::: DATASET EXTRACT
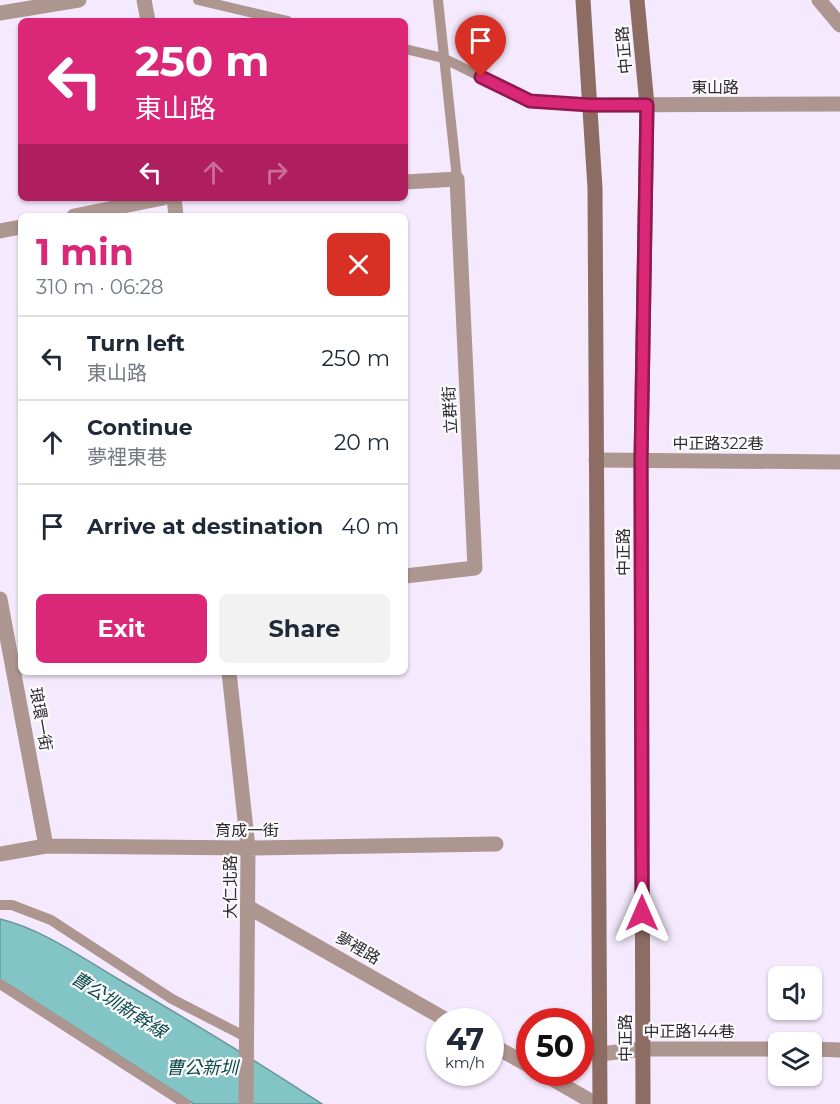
<!DOCTYPE html>
<html lang="en">
<head>
<meta charset="utf-8">
<style>
  :root { --surface:#fff; --page:#f2f2f3; --text:#1f2937; --muted:#747a83; --line:#e0e1e3; --accent:#db2777 }
  body { margin:0; font-family:Montserrat,"Noto Sans TC",sans-serif; background:var(--page); color:var(--text); height:100vh; display:flex; flex-direction:column; font-size:22px; white-space:nowrap }
  * { box-sizing:border-box; margin:0 }
  p { font-size:20px; color:var(--muted) }
  .icon { flex:none; width:33px; height:33px; fill:none; stroke:currentColor; stroke-width:2; stroke-linecap:round; stroke-linejoin:round }
  .map { position:relative; flex:1; overflow:hidden }
  .details { position:absolute; left:18px; top:213px; width:390px; height:462px; display:flex; flex-direction:column; background:var(--surface); border-radius:9px; box-shadow:0 2px 4px #0004 }
  .details>* { flex:none }
  .top-card { position:absolute; left:18px; top:18px; width:390px; height:183px; border-radius:9px; box-shadow:0 2px 4px #0004; background:#db2777; color:#fff; overflow:hidden }
  .controls { position:absolute; left:768px; top:966px; display:grid; gap:12px }
  .controls a { display:grid; place-items:center; width:54px; height:54px; border-radius:9px; background:var(--surface); box-shadow:0 2px 4px #0004; font-size:30px }
  .speed { position:absolute; left:426px; top:1008px; display:flex; gap:12px; font-size:30px; font-weight:700; text-align:center }
  .speed>* { display:grid; place-content:center; width:78px; height:78px; border-radius:50%; background:var(--surface); box-shadow:0 2px 4px #0004; line-height:1 }
  .speed small { font-size:15px; font-weight:400 }
  .speed .limit { border:9px solid #d22; background:#fff; color:#111 }
  .pin { position:absolute; display:grid; place-items:center; width:51px; height:51px; color:#fff; margin:-62px -26px; border-radius:50% 50% 50% 0; rotate:-45deg; box-shadow:0 0 6px #0007 }
  .pin .icon { rotate:45deg }
  .me { position:absolute; width:66px; margin:-33px; rotate:0deg; stroke-linejoin:round; filter:drop-shadow(0 0 4px #0008) }
  .turn { display:flex; align-items:center; gap:21px; height:126px; padding:0 18px; font-size:27px }
  .turn .icon { width:78px; height:78px; stroke-width:2.5 }
  .turn b { display:block; font-size:42px; line-height:51px }
  .lanes { display:flex; align-items:center; height:57px; padding:0 18px; background:#0003; justify-content:center; gap:30px; direction:ltr }
  .lanes .off { opacity:.35 }
  .round { display:grid; place-items:center; flex:none; width:63px; height:63px; border-radius:9px; background:var(--page) }
  .overview { display:flex; align-items:center; justify-content:space-between; height:102px; padding:0 18px }
  h1 { font-size:36px; font-weight:700; line-height:45px; color:var(--accent) }
  .button { display:flex; gap:12px; margin-top:auto; padding:12px 18px }
  .button a { flex:1; height:69px; border-radius:9px; background:var(--accent); color:#fff; font-size:24px; font-weight:700; line-height:69px; text-align:center }
  .button a+a { background:var(--page); color:var(--text) }
  ul { padding:0; list-style:none }
  li { display:flex; align-items:center; gap:18px; height:84px; padding:0 18px; border-top:2px solid var(--line) }
  li div { flex:1 }
  li b { display:block; font-size:22px }
  li em { font-style:normal }
  .map>svg:first-child { display:block }
</style>
</head>
<body>
<div class="map">
<svg width="840" height="1104" viewBox="0 0 840 1104">
  <rect width="100%" height="100%" fill="#f4e9fd"/>
  <!-- water -->
  <path fill="#83c4c7" stroke="#6a969b" stroke-width="1.5" d="M0,919c42,10 81,38 118,60 69,40 137,81 204,125h-128l-183,-118 -11,-5z"/>
  <g fill="none" stroke-linecap="round" stroke-linejoin="round">
    <!-- lane -->
    <path stroke="#ae9690" stroke-width="10" d="M198,0l90,21
      M438,0l19,179
      M405,49l38,9 87,43 60,4
      M0,905h12l39,15 121,79 76,39
      M0,984l186,120"/>
    <!-- street -->
    <path stroke="#ae9690" stroke-width="15" d="M144,0l4,21
      M819,0l21,25
      M0,13l79,-13
      M590,105l250,-1
      M405,182l52,-3 18,389 -70,8
      M174,198l2,18
      M74,216l89,-18
      M0,231l21,-4
      M596,460l244,2
      M0,599l46,247
      M229,672l19,176 -2,256
      M0,854l46,-8 202,2 248,-4
      M248,907l202,115
      M490,1044l40,22
      M812,1049l28,1
      M600,1054l43,-5h135
      M540,1072l56,32"/>
    <!-- secondary -->
    <path stroke="#8d6c63" stroke-width="15" d="M583,0l12,188 5,916
      M637,0l10,105 -6,355 2,644"/>
  </g>
  <g fill="none" stroke-linecap="round" stroke-linejoin="round">
    <!-- route casing -->
    <g stroke="#8e194d" stroke-width="15">
      <path id="route" d="M481,77l49,24 60,4h57l-6,355 1,453"/>
    </g>
    <!-- route -->
    <use href="#route" stroke="#db2777" stroke-width="10"/>
  </g>
  <g text-anchor="middle" dominant-baseline="central" stroke-width="4.5" stroke-linejoin="round" paint-order="stroke">
    <!-- street labels -->
    <g font-size="16" fill="#2f2a33" stroke="#fbfbfb">
      <text transform="translate(624 50) rotate(-95)">中正路</text>
      <text x="715" y="87">東山路</text>
      <text transform="translate(450 410) rotate(-93)">立群街</text>
      <text x="718" y="443">中正路322巷</text>
      <text transform="translate(623 552) rotate(-90)">中正路</text>
      <text transform="translate(41 719) rotate(80)">琅環一街</text>
      <text x="247" y="830">育成一街</text>
      <text transform="translate(230 887) rotate(-90)">大仁北路</text>
      <text transform="translate(358 948) rotate(30)">夢裡路</text>
      <text x="689" y="1031">中正路144巷</text>
      <text transform="translate(625 1038) rotate(-90)">中正路</text>
    </g>
    <!-- water labels -->
    <g font-size="18" font-style="italic" fill="#0c494c" stroke="#fbfbfb">
      <text transform="translate(119 1005) rotate(32)">曹公圳新幹線</text>
      <text x="202" y="1068">曹公新圳</text>
    </g>
  </g>
</svg>
<div class="controls">
<a><svg class="icon" aria-label="sound" viewBox="0 0 24 24"><path d="M4 9h4l5-4v14l-5-4H4zM17 9q2 3 0 6"/></svg></a>
<a><svg class="icon" aria-label="layers" viewBox="0 0 24 24"><path d="M12 4l9 5-9 5-9-5zM3 14l9 5 9-5"/></svg></a>
</div>
<div class="speed"><div>47<small>km/h</small></div><div class="limit">50</div></div>
<div class="pin" style="left:481px;top:77px;background:#d93025"><svg class="icon" aria-label="arrive" viewBox="0 0 24 24"><path d="M6 21V4h12l-3 4 3 4H6"/></svg></div>
<svg class="me" style="left:642px;top:913px" viewBox="-20 -20 40 40"><path d="M0-17L14 15 0 8-14 15z" fill="#db2777" stroke="#fff" stroke-width="4"/></svg>
<div class="top-card">
<div class="turn"><svg class="icon" aria-label="left" viewBox="0 0 24 24"><path d="M17 20v-9H6M10 6l-5 5 5 5"/></svg><div><b>250 m</b>東山路</div></div>
<div class="lanes"><svg class="icon" aria-label="left" viewBox="0 0 24 24"><path d="M17 20v-9H6M10 6l-5 5 5 5"/></svg><svg class="icon off" aria-label="ahead" viewBox="0 0 24 24"><path d="M12 20V5M6 11l6-6 6 6"/></svg><svg class="icon off" aria-label="right" viewBox="0 0 24 24"><path d="M7 20v-9h11M14 6l5 5-5 5"/></svg></div>
</div>
<section class="details">
<div class="overview"><div><h1>1 min</h1><p>310 m · 06:28</p></div><a class="round" style="background:#d93025;color:#fff"><svg class="icon" aria-label="close" viewBox="0 0 24 24"><path d="M6 6l12 12M18 6L6 18"/></svg></a></div>
<ul>
<li><svg class="icon" aria-label="left" viewBox="0 0 24 24"><path d="M17 20v-9H6M10 6l-5 5 5 5"/></svg><div><b>Turn left</b><p>東山路</p></div><em>250 m</em></li>
<li><svg class="icon" aria-label="ahead" viewBox="0 0 24 24"><path d="M12 20V5M6 11l6-6 6 6"/></svg><div><b>Continue</b><p>夢裡東巷</p></div><em>20 m</em></li>
<li><svg class="icon" aria-label="arrive" viewBox="0 0 24 24"><path d="M6 21V4h12l-3 4 3 4H6"/></svg><div><b>Arrive at destination</b></div><em>40 m</em></li>
</ul>
<div class="button"><a>Exit</a><a>Share</a></div>
</section>
</div>
</body>
</html>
::::::
TASK PROMPT.
Leave out the pictures and repeat exactly the lines from the first line of the data through the line containing "--surface:#fff; --page:#f2f2f3; --text:#1f2937;". Add nothing else.

SOLUTION TO THE EXERCISE.
<!DOCTYPE html>
<html lang="en">
<head>
<meta charset="utf-8">
<style>
  :root { --surface:#fff; --page:#f2f2f3; --text:#1f2937; --muted:#747a83; --line:#e0e1e3; --accent:#db2777 }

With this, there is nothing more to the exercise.